Le susmentionné Enrique Dussel, dans son travail Europe, modernité et eurocentrisme, défend avec arguments cette idée de l'invention de l'histoire linéaire de l'Europe. Dussel démontre que ce qui est traditionnellement considéré comme « l'opposé » de l'Europe (c'est-à-dire ce qui n'était pas la culture gréco-romaine et le christianisme) est en fait un complément et non une opposition. Regardons-le de plus près.

Traditionnellement, La culture européenne a été considérée comme une fusion entre la culture gréco-romaine et le christianisme. Sur la base de cette définition, tout ce qui ne correspondait pas à ces caractéristiques a eu tendance à être « retiré » de la réalité européenne.

Dussel cite le monde musulman et l'Orient byzantin comme exemples clairs. Cette dernière, bien qu'évidemment fondée sur la culture classique et le christianisme, s'est séparée de ce qu'on a traditionnellement appelé l'Europe.

Cependant, la réalité est très différente. Le monde arabe musulman, par exemple, a bu de la philosophie classique. En fait, les travaux de nombreux penseurs grecs, comme Aristote, ont atteint l'Europe grâce aux conquêtes musulmanes. D'autre part, et comme nous l'avons déjà dit, le monde byzantin était l'héritier du monde romain; en fait, ils s'appelaient eux-mêmes "Romains", pas Byzantins.

Qu'est-ce que tout cela signifie? Que l'uniformité culturelle européenne, circonscrite à l'aire géographique que nous connaissons aujourd'hui et qui coïnciderait plus ou moins avec l'Union européenne, c'est une idée qui ne correspond pas tout à fait à réalité. Ainsi, et toujours à la suite de Dussel, ce n'est qu'à partir du XVIIIe siècle, avec les Lumières (et surtout avec le romantisme allemand) que La culture hellénistique est "kidnappée" et étiquetée comme uniquement européenne. Nous avons déjà vu comment il n'en est rien, puisque des mondes éloignés de ce que nous appelons aujourd'hui l'Europe, comme le monde arabe et le monde byzantin, se sont également abreuvés de culture grecque.

Eurocentrisme et « mise en scène » historique

Nous avons déjà dit que toute culture est, dans une certaine mesure, ethnocentrique, ce qui revient à situer sa propre réalité culturelle comme un lieu d'où analyser, interpréter et souvent juger le reste de des cultures. C'est ce qu'on appelle les « cultures périphériques », c'est-à-dire les réalités qui sont au-delà de la culture elle-même, qui se situe comme l'axe central.

Nous avons également commenté que dans le cas de l'Europe, cet ethnocentrisme est le seul qui s'identifie à l'universalité. Nous avons donc la culture (de soi) européenne considérée comme le modèle à suivre, une idée promue par la montée du colonialisme et du capitalisme. C'est cette supposée « supériorité » culturelle européenne qui croit justifier ce colonialisme, se réfugiant dans un paternalisme fictif qui considère les autres peuples comme des réalités sous-développées, primitives et, par conséquent, ayant besoin de protection.

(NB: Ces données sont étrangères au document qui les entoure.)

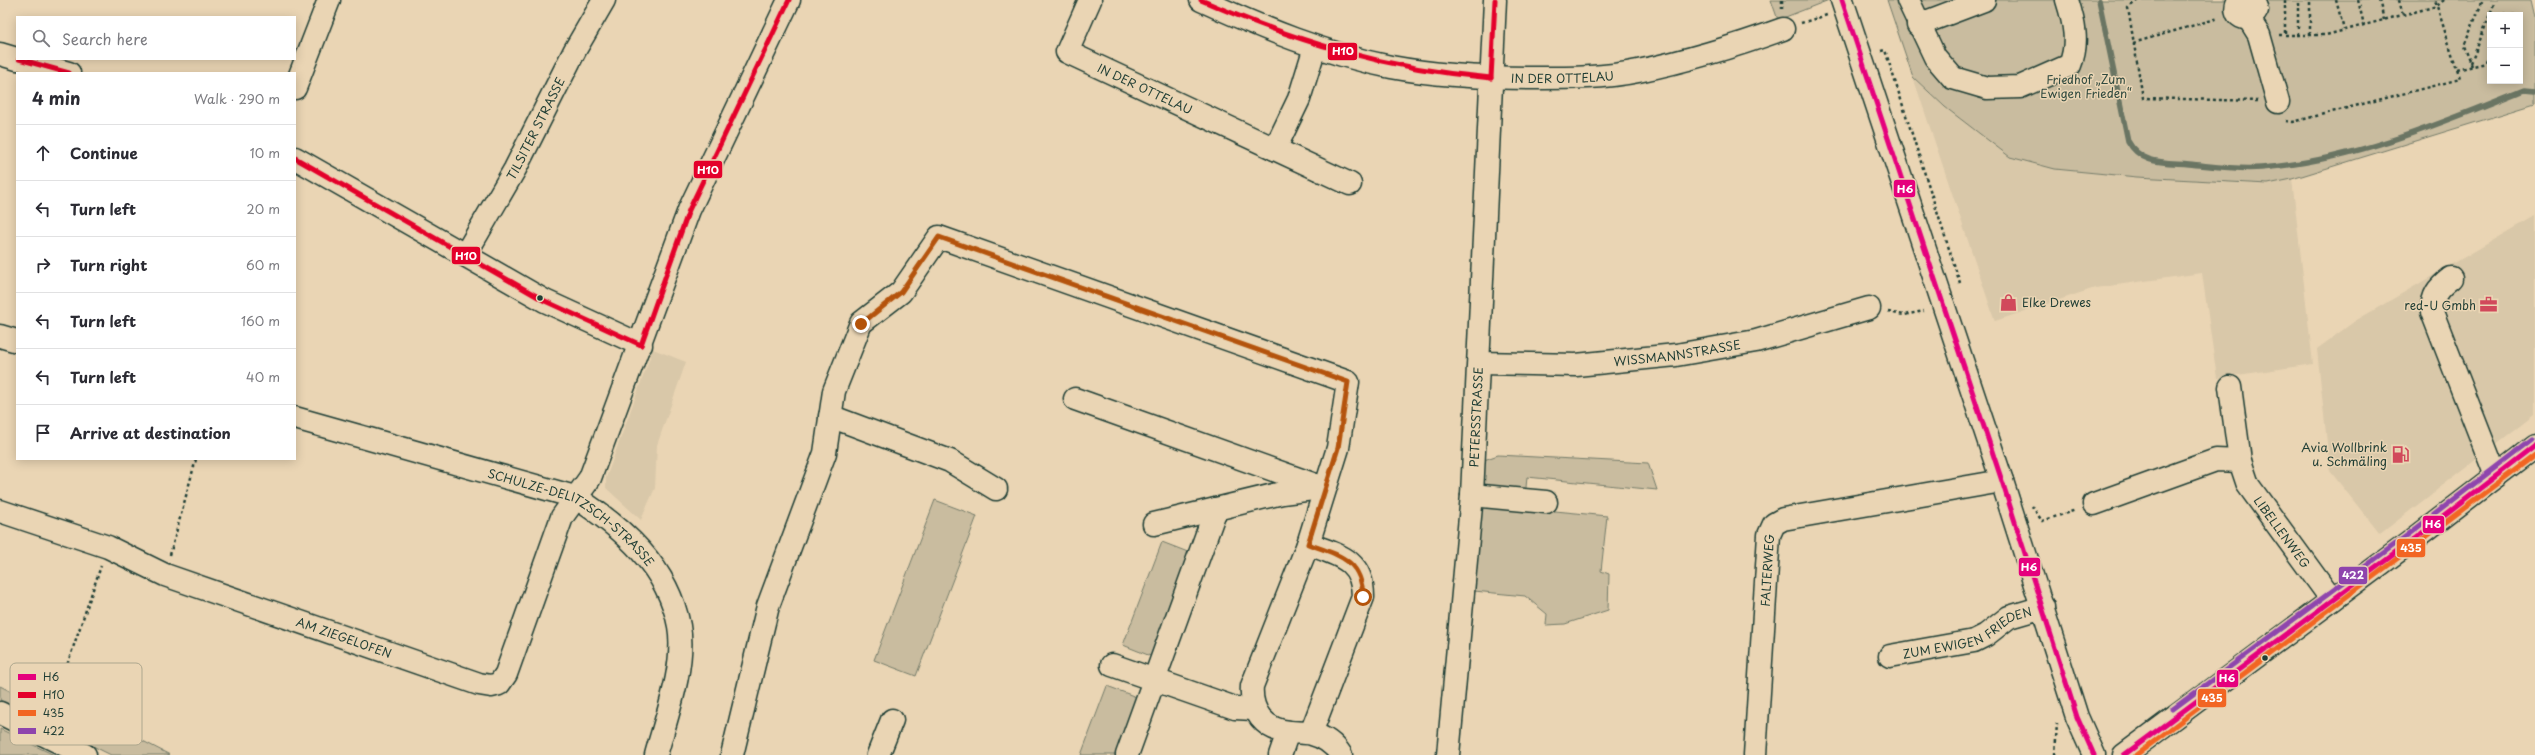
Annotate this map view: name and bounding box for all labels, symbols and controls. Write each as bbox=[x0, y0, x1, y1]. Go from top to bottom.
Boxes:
map controls bbox=[2487, 12, 2523, 84]
button: + bbox=[2487, 12, 2523, 48]
search box bbox=[16, 16, 296, 60]
icon: search bbox=[30, 27, 52, 49]
text: Search here bbox=[62, 27, 148, 50]
line badge: H10 bbox=[1327, 42, 1358, 61]
text: H10 bbox=[1332, 42, 1354, 59]
button: − bbox=[2487, 48, 2523, 84]
street label: IN DER OTTELAU bbox=[1095, 58, 1196, 118]
street label: IN DER OTTELAU bbox=[1511, 66, 1615, 87]
park label: Friedhof „Zum Ewigen Frieden“ bbox=[2040, 70, 2132, 102]
street label: TILSITER STRASSE bbox=[502, 74, 569, 183]
text: 4 min bbox=[32, 85, 80, 111]
text: Walk · 290 m bbox=[194, 89, 280, 108]
text: Continue bbox=[70, 141, 138, 164]
icon: ahead bbox=[32, 142, 54, 164]
text: 10 m bbox=[250, 143, 280, 162]
line badge: H10 bbox=[693, 160, 723, 179]
text: H10 bbox=[697, 161, 719, 178]
line badge: H6 bbox=[1893, 179, 1916, 198]
text: H6 bbox=[1897, 180, 1913, 197]
text: Turn left bbox=[70, 197, 136, 220]
icon: left bbox=[32, 198, 54, 220]
text: 20 m bbox=[246, 199, 280, 218]
line badge: H10 bbox=[451, 246, 481, 265]
text: H10 bbox=[455, 247, 477, 264]
text: Turn right bbox=[70, 253, 147, 276]
icon: right bbox=[32, 254, 54, 276]
text: 60 m bbox=[246, 255, 280, 274]
shop icon: Elke Drewes bbox=[1999, 292, 2019, 312]
unlabelled marker bbox=[535, 293, 545, 303]
place label: Elke Drewes bbox=[2022, 293, 2092, 311]
office icon: red-U Gmbh bbox=[2479, 295, 2499, 315]
place label: red-U Gmbh bbox=[2404, 296, 2476, 314]
text: Turn left bbox=[70, 309, 136, 332]
icon: left bbox=[32, 310, 54, 332]
text: 160 m bbox=[241, 311, 280, 330]
route end bbox=[852, 315, 870, 333]
street label: WISSMANNSTRASSE bbox=[1613, 335, 1742, 370]
text: Turn left bbox=[70, 365, 136, 388]
icon: left bbox=[32, 366, 54, 388]
text: 40 m bbox=[246, 367, 280, 386]
street label: PETERSSTRASSE bbox=[1464, 367, 1487, 468]
text: Arrive at destination bbox=[70, 421, 231, 444]
icon: arrive bbox=[32, 422, 54, 444]
place label: Avia Wollbrink u. Schmäling bbox=[2301, 438, 2387, 470]
fuel station icon: Avia Wollbrink u. Schmäling bbox=[2390, 444, 2410, 464]
street label: SCHULZE-DELITZSCH-STRASSE bbox=[486, 464, 659, 570]
street label: LIBELLENWEG bbox=[2250, 492, 2315, 572]
line badge: H6 bbox=[2422, 515, 2445, 534]
text: H6 bbox=[2425, 515, 2441, 532]
street label: FALTERWEG bbox=[1755, 533, 1778, 607]
line badge: 435 bbox=[2396, 538, 2426, 558]
text: 435 bbox=[2400, 539, 2422, 556]
line badge: H6 bbox=[2018, 557, 2041, 577]
text: H6 bbox=[2021, 558, 2037, 575]
line badge: 422 bbox=[2338, 566, 2368, 585]
text: 422 bbox=[2342, 566, 2364, 583]
route start bbox=[1354, 588, 1372, 606]
street label: ZUM EWIGEN FRIEDEN bbox=[1901, 602, 2034, 663]
street label: AM ZIEGELOFEN bbox=[294, 612, 394, 662]
unlabelled marker bbox=[2260, 653, 2270, 663]
legend bbox=[10, 663, 142, 745]
text: H6 bbox=[43, 668, 60, 685]
line badge: H6 bbox=[2216, 669, 2239, 688]
text: H6 bbox=[2219, 669, 2235, 686]
text: H10 bbox=[43, 686, 65, 703]
line badge: 435 bbox=[2197, 688, 2227, 708]
text: 435 bbox=[2201, 689, 2223, 706]
text: 435 bbox=[43, 704, 64, 721]
text: 422 bbox=[43, 722, 65, 739]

Autrement dit: la justification du colonialisme et des atrocités qui lui sont liées est une intention « civilisatrice », une volonté de marquer le « bon » chemin pour les autres peuples.

De cette idée de l'Europe comme modèle de civilisation, apparaît le concept dit de « scénisme », qui conçoit le processus historique comme une succession d'étapes. Karl Marx le reprend dans son Avant-propos à Une contribution à la critique de l'économie politique (1858), où il exprime que: « En gros, on peut désigner comme autant de temps de progrès, dans lesquels la formation économique de la société, le mode de production asiatique, ancien, féodal et moderne bourgeois". Ainsi, sur la base de cette conception marxiste, le progrès de l'histoire est linéaire, et culmine dans le socialisme, qui viendrait après le capitalisme (qu'il appelle le « mode de production bourgeois »). Ce concept n'est rien d'autre qu'une autre vision eurocentrique de l'histoire, puisqu'il fonde l'évolution des sociétés à partir de cette « histoire inventée » qui prend l'Europe pour axe central. Qu'en est-il alors des réalités économiques et culturelles des autres points géographiques? Où en est la Chine impériale, ou l'Amérique précolombienne, dans tout ce processus ?

conclusion

Ainsi, en guise de conclusion, nous pouvons affirmer que: premièrement, la soi-disant "histoire universelle" n'est pas vraiment, puisqu'elle n'a pour axe central que la réalité européenne, autour de laquelle « tournent » les cultures dites périphériques. Nous le vérifions immédiatement si nous analysons la nomenclature des différentes périodes historiques, qui prennent, sans exception, la réalité européenne comme référence.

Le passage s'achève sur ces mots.